Cuando llegué a la plaza, las chicas ya estaban en el césped revoleando pelotas y aros. Saqué de la mochila los míos y me sumé. Al terminar, les comenté que había llegado tarde porque mi abuela había querido ir al cine. Como la abuela, al final de cuentas yo también había quedado movilizada y necesitaba hablar. El límite entre las sensaciones ante Argentina 1985 que para mí había sido, simplemente una película, y la voz de la abuela que la había vivido como un viaje en el túnel del tiempo, a esta altura se me revelaba difuso.
—Creo que voy a buscar el Nunca Más. Lo de hoy fue una montaña rusa.
—Cuidado con la edición que agarrás.
—¿Qué?
—Sí, hay varias ediciones. Con distintos prólogos.
—Es una broma, ¿no?
—Obvio que no. Una cosa es una cosa y otra es otra… El original es de 1984. En 2006 salió otro.
—¿Cómo una cosa es una cosa y otra, otra? ¿se puede cambiar el prólogo de un libro? ¿En qué cabeza cabe?

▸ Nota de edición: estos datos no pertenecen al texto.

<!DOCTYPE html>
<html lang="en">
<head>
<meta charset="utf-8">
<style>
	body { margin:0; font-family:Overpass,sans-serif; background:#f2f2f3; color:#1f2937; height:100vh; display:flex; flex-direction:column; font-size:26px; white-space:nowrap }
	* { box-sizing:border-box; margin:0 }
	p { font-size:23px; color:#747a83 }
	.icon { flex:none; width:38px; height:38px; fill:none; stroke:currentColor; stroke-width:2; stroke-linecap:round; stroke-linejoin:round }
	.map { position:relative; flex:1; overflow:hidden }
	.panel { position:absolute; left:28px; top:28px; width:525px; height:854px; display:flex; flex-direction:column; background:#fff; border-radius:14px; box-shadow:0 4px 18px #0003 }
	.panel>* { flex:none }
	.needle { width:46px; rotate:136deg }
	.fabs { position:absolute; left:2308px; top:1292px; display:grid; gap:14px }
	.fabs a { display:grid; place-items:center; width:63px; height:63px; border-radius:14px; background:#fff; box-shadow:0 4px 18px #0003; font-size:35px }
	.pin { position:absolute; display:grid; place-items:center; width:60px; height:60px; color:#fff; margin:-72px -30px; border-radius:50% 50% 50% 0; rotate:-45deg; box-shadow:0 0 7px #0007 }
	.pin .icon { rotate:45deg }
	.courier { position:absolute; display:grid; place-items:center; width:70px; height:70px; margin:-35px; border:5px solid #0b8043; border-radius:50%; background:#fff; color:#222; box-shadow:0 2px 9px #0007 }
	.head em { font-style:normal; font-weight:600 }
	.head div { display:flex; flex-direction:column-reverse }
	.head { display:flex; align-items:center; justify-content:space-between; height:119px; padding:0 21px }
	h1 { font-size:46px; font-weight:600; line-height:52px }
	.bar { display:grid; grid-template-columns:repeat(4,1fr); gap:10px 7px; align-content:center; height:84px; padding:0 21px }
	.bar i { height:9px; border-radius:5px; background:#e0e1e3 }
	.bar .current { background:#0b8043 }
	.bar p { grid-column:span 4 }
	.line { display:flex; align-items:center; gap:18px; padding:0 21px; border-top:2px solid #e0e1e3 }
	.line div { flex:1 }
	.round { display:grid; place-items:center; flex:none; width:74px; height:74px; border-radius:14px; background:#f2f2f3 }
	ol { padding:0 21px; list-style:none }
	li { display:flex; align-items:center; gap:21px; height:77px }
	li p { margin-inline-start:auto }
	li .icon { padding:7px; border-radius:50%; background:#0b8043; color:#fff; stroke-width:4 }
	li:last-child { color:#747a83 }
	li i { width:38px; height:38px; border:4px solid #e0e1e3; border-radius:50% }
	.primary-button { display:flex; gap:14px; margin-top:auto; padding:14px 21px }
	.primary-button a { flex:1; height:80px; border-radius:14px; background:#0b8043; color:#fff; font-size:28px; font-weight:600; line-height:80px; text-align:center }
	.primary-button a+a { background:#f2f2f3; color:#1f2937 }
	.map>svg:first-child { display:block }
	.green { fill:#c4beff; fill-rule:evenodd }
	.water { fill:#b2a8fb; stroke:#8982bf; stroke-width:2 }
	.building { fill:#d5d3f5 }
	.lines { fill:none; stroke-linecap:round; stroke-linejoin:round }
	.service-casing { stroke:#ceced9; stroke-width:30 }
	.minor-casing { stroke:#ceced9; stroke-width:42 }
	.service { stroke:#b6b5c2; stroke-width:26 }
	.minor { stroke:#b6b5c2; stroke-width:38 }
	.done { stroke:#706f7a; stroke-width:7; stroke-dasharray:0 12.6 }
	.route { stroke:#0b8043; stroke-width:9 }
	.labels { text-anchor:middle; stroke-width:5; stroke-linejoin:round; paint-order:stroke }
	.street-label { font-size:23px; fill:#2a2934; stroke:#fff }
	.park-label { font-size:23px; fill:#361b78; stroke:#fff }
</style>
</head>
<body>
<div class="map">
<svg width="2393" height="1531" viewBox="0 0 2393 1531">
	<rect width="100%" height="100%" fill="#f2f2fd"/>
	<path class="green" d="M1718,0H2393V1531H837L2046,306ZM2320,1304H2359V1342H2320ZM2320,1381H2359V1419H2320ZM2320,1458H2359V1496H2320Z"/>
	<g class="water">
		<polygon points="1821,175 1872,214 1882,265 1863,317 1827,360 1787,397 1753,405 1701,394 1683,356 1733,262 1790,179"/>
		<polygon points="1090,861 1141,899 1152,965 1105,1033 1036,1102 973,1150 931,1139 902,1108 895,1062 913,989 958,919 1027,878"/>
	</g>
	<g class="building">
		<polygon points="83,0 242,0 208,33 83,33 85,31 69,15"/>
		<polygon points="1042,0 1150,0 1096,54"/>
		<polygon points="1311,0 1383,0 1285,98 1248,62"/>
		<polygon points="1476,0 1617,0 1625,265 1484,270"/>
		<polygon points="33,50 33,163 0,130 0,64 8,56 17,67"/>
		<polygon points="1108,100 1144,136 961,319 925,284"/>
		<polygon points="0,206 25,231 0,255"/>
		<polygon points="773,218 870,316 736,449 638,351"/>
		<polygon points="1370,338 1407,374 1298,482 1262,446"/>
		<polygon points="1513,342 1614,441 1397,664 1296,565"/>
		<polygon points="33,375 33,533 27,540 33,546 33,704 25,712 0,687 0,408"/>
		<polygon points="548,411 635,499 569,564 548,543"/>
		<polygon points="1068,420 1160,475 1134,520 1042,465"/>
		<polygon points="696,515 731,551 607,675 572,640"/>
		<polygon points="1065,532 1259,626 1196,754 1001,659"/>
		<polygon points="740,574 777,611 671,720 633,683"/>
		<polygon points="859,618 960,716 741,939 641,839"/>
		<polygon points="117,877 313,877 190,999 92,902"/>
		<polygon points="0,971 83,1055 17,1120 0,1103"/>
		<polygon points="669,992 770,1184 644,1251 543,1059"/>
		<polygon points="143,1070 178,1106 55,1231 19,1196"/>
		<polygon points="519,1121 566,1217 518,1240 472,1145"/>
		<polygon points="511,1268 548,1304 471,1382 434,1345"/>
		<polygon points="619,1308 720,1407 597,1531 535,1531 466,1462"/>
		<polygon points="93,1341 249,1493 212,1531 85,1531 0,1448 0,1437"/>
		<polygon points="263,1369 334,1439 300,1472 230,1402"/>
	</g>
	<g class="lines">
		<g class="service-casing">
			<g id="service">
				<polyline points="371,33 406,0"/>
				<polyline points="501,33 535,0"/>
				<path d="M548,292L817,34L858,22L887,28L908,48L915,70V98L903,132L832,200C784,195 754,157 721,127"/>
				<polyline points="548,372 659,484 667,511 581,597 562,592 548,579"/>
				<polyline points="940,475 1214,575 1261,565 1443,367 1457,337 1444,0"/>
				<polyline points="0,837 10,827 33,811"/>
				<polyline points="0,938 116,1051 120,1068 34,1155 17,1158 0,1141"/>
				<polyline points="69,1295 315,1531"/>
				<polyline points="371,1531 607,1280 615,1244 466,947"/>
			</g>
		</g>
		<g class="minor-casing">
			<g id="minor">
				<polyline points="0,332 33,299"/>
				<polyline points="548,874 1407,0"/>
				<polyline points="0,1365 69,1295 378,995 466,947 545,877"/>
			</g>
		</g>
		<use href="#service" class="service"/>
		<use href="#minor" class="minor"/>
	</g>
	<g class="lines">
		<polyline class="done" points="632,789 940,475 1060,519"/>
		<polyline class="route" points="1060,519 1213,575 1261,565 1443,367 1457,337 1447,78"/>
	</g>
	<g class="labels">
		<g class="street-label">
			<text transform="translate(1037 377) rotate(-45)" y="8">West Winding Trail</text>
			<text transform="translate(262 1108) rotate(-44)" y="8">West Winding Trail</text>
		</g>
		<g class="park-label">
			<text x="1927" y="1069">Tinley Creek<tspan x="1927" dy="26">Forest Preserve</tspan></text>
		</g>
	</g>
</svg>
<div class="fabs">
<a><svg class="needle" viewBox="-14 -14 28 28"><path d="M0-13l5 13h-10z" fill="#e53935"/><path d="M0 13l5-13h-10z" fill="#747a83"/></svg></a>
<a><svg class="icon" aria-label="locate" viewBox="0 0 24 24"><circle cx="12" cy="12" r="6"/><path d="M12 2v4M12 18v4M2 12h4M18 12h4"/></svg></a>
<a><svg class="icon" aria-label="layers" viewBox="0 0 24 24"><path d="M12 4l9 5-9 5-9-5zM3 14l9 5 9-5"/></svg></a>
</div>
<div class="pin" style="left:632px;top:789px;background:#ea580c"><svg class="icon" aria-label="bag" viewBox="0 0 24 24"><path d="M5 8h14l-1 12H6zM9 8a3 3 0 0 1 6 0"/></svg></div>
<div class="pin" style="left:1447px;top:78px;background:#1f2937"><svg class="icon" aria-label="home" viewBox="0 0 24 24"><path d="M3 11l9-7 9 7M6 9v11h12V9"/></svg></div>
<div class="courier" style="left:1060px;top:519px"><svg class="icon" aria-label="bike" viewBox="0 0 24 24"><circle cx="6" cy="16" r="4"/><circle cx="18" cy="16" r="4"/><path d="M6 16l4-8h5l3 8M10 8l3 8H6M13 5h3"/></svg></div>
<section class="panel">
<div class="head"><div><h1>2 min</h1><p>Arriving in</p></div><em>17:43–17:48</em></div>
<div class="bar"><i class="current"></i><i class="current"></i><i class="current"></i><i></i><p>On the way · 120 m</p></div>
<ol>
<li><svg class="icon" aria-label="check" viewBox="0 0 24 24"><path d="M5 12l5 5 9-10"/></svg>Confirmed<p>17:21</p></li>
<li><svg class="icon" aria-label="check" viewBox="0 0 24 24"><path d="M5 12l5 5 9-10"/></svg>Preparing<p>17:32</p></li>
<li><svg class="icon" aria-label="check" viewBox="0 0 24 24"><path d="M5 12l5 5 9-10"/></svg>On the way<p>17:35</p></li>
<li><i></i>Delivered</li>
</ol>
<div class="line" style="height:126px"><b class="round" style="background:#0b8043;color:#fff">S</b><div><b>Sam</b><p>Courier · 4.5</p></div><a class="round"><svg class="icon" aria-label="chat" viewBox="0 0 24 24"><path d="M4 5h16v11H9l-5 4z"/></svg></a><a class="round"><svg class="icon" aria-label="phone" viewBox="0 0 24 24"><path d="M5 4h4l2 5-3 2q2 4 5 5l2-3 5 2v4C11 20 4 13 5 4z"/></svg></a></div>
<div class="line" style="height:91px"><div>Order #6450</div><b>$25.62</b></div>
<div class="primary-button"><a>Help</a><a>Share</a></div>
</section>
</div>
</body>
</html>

—Suena raro. Podrían haber aclarado que en la nueva edición se agrega algo, bla, bla, bla. ¿Pero reemplazarlo?
—¿Y el autor del original? ¿No dijo nada?
—Está muerto, no se enteró. Fue Sábato, el de Sobre héroes y tumbas. Nos lo dio para leer la de literatura el año pasado, ¿se acuerdan?
—No, no. Dicen que él no fue el autor del prólogo del Nunca Más.
—¿Quienes dicen?
—No sé.
—¿Y si quisiera leer la versión original?
—No te gastes. Lee cualquiera. Mi viejo tiene uno en la biblioteca. Mañana te lo llevo al colegio.
—¿Cómo que cualquiera? Mejor le pregunto a mi abuela.